--- Saved data entries ---
━━━━━━━━━━
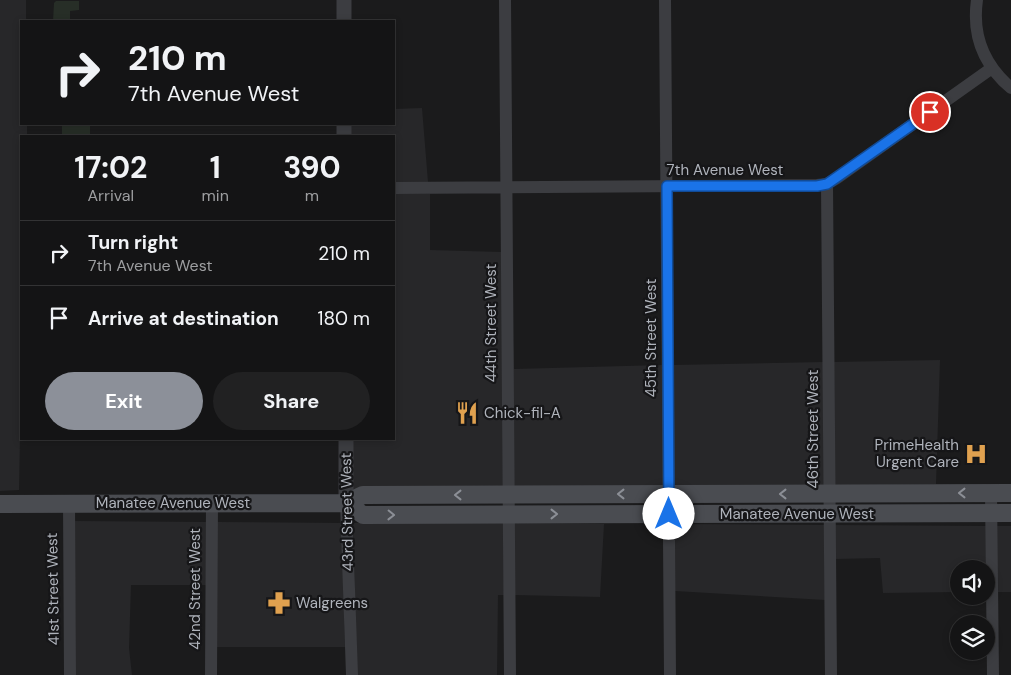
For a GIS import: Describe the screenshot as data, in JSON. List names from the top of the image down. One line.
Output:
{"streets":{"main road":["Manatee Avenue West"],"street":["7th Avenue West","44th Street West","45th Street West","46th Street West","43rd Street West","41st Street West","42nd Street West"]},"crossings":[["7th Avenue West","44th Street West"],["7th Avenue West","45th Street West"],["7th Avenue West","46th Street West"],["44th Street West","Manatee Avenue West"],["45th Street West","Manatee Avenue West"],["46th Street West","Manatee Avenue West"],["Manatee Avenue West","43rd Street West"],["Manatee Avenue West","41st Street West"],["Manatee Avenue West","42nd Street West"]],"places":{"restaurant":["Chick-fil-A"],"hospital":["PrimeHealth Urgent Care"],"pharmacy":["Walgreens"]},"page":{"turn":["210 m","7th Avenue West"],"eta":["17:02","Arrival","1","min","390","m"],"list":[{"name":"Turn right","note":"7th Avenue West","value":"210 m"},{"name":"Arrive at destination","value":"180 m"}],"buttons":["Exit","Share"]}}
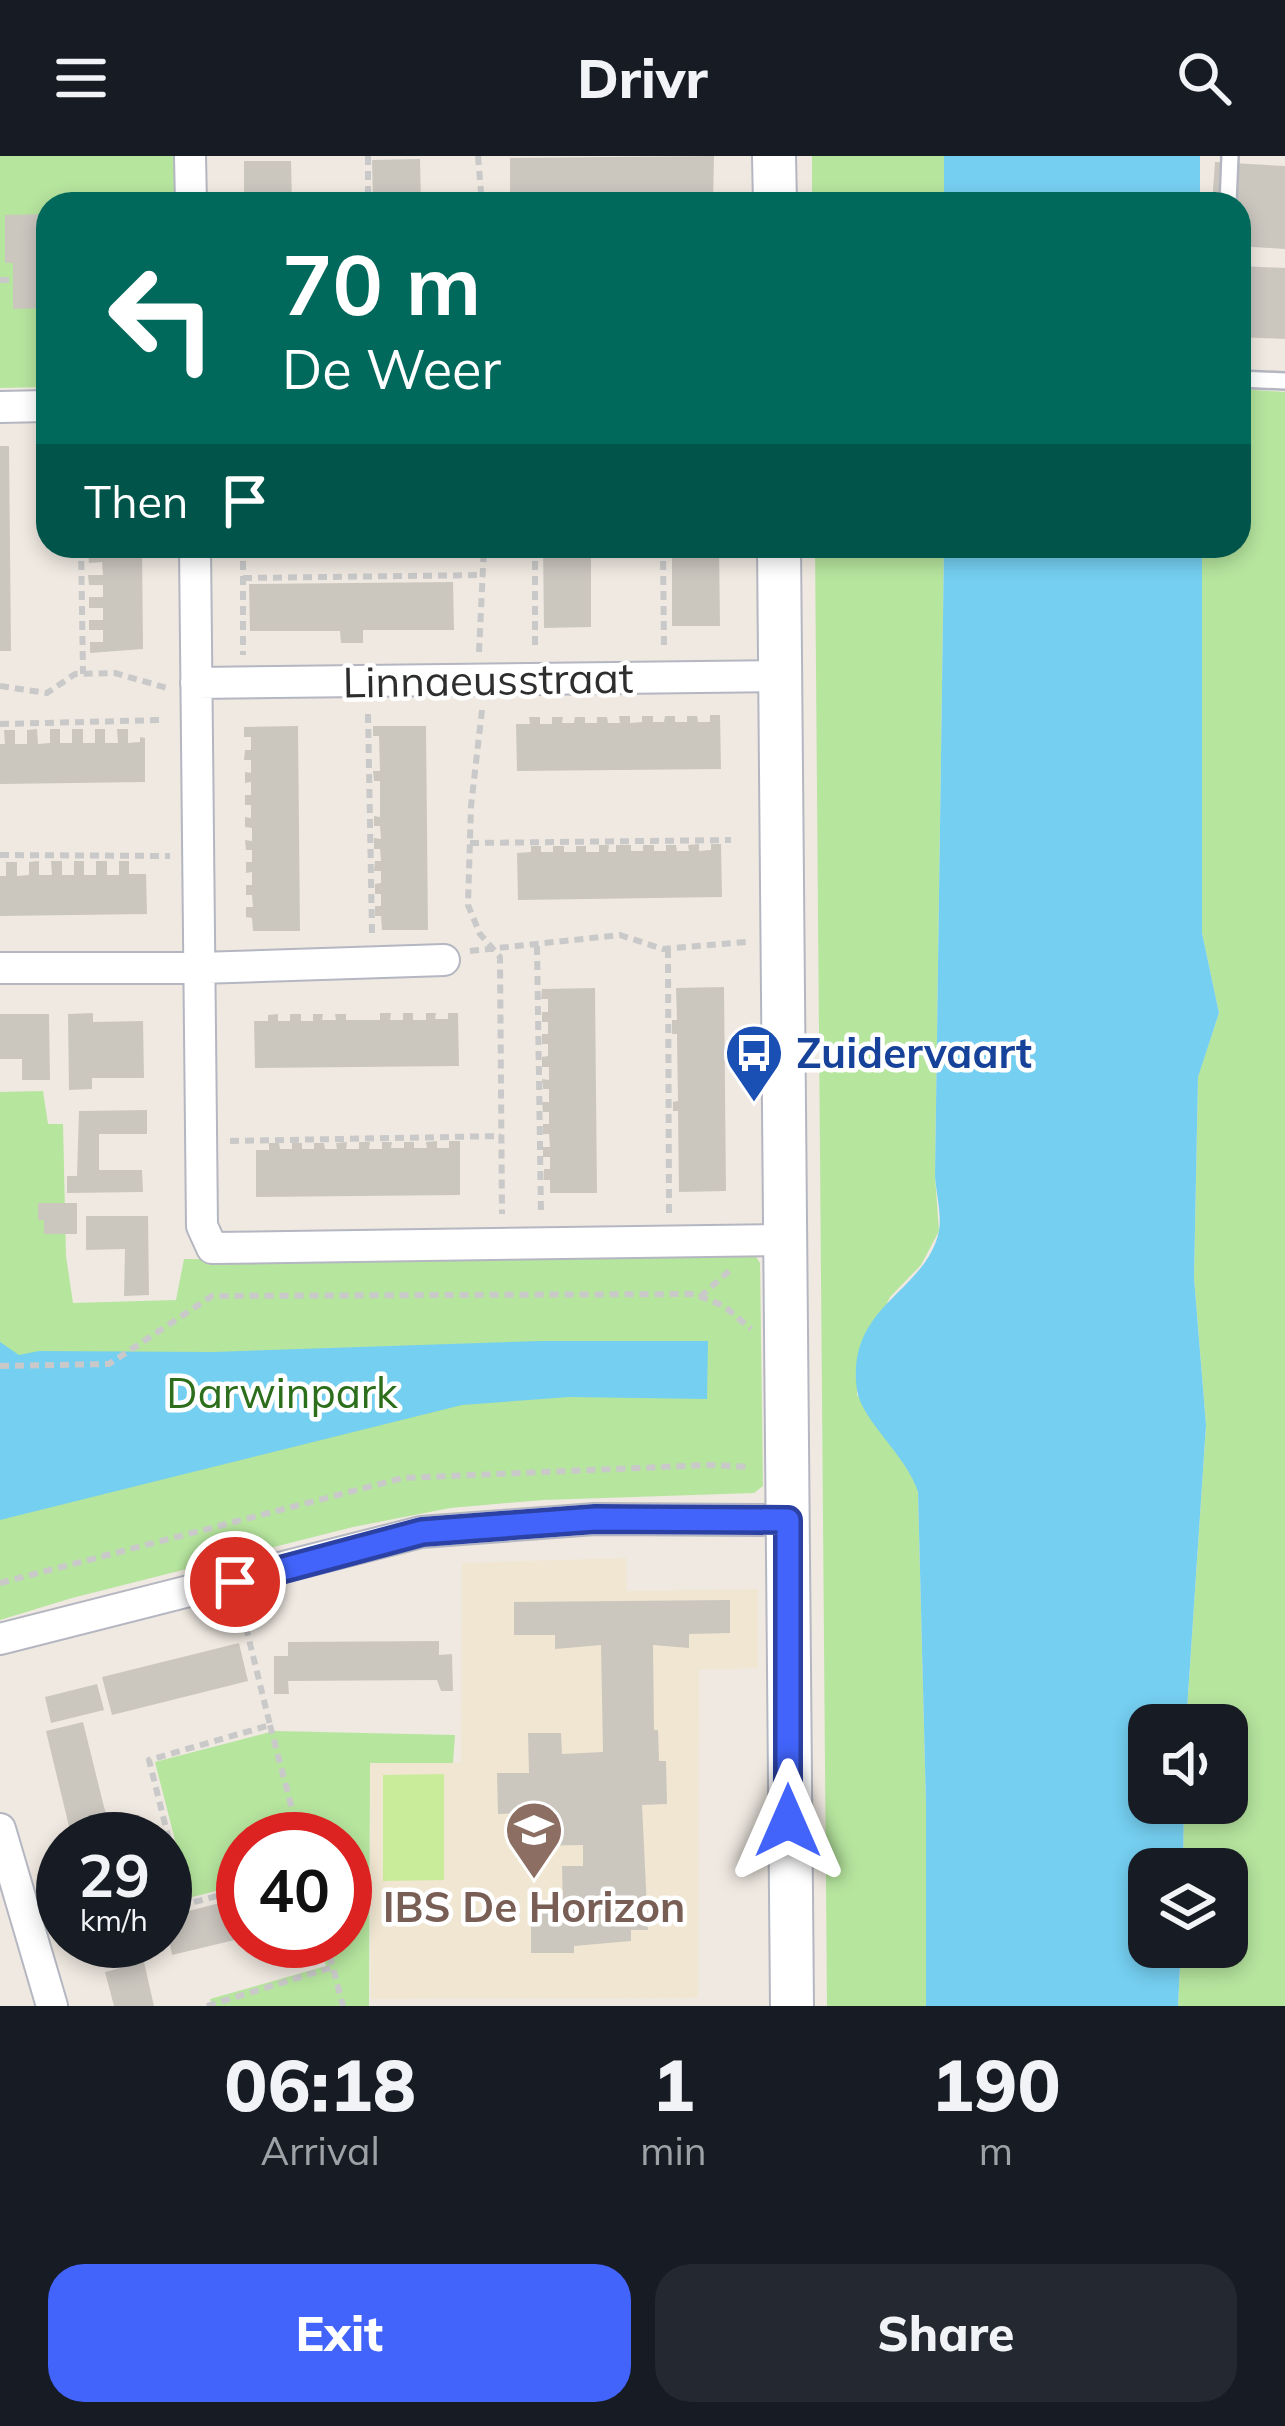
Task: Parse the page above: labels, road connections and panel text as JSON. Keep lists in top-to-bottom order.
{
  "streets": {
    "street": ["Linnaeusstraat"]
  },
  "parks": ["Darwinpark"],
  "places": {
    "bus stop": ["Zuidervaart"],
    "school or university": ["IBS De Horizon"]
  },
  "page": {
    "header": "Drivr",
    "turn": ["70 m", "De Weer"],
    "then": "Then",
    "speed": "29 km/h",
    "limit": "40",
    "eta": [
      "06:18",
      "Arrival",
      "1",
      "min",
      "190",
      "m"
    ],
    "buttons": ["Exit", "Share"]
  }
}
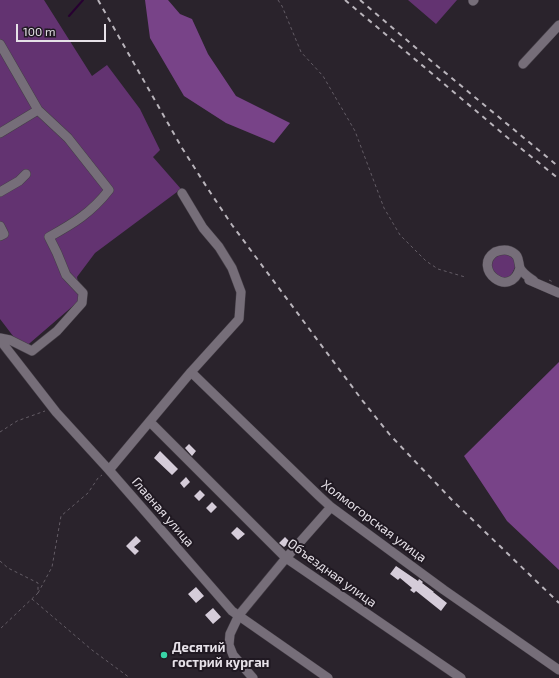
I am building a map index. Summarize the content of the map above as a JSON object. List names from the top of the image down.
━━━━━━━━━━
In the copy, include no pictures; otherwise transcribe the entries exactly.

--- Answer box ---
For a GIS import: Describe the screenshot as data, in JSON. List names from the top of the image down. One line.
Output:
{"streets":{"main road":["Manatee Avenue West"],"street":["7th Avenue West","44th Street West","45th Street West","46th Street West","43rd Street West","41st Street West","42nd Street West"]},"crossings":[["7th Avenue West","44th Street West"],["7th Avenue West","45th Street West"],["7th Avenue West","46th Street West"],["44th Street West","Manatee Avenue West"],["45th Street West","Manatee Avenue West"],["46th Street West","Manatee Avenue West"],["Manatee Avenue West","43rd Street West"],["Manatee Avenue West","41st Street West"],["Manatee Avenue West","42nd Street West"]],"places":{"restaurant":["Chick-fil-A"],"hospital":["PrimeHealth Urgent Care"],"pharmacy":["Walgreens"]},"page":{"turn":["210 m","7th Avenue West"],"eta":["17:02","Arrival","1","min","390","m"],"list":[{"name":"Turn right","note":"7th Avenue West","value":"210 m"},{"name":"Arrive at destination","value":"180 m"}],"buttons":["Exit","Share"]}}
Task: Parse the page above: labels, road connections and panel text as JSON. Keep lists in top-to-bottom order.
{
  "streets": {
    "street": ["Linnaeusstraat"]
  },
  "parks": ["Darwinpark"],
  "places": {
    "bus stop": ["Zuidervaart"],
    "school or university": ["IBS De Horizon"]
  },
  "page": {
    "header": "Drivr",
    "turn": ["70 m", "De Weer"],
    "then": "Then",
    "speed": "29 km/h",
    "limit": "40",
    "eta": [
      "06:18",
      "Arrival",
      "1",
      "min",
      "190",
      "m"
    ],
    "buttons": ["Exit", "Share"]
  }
}
I am building a map index. Summarize the content of the map above as a JSON object. List names from the top of the image down.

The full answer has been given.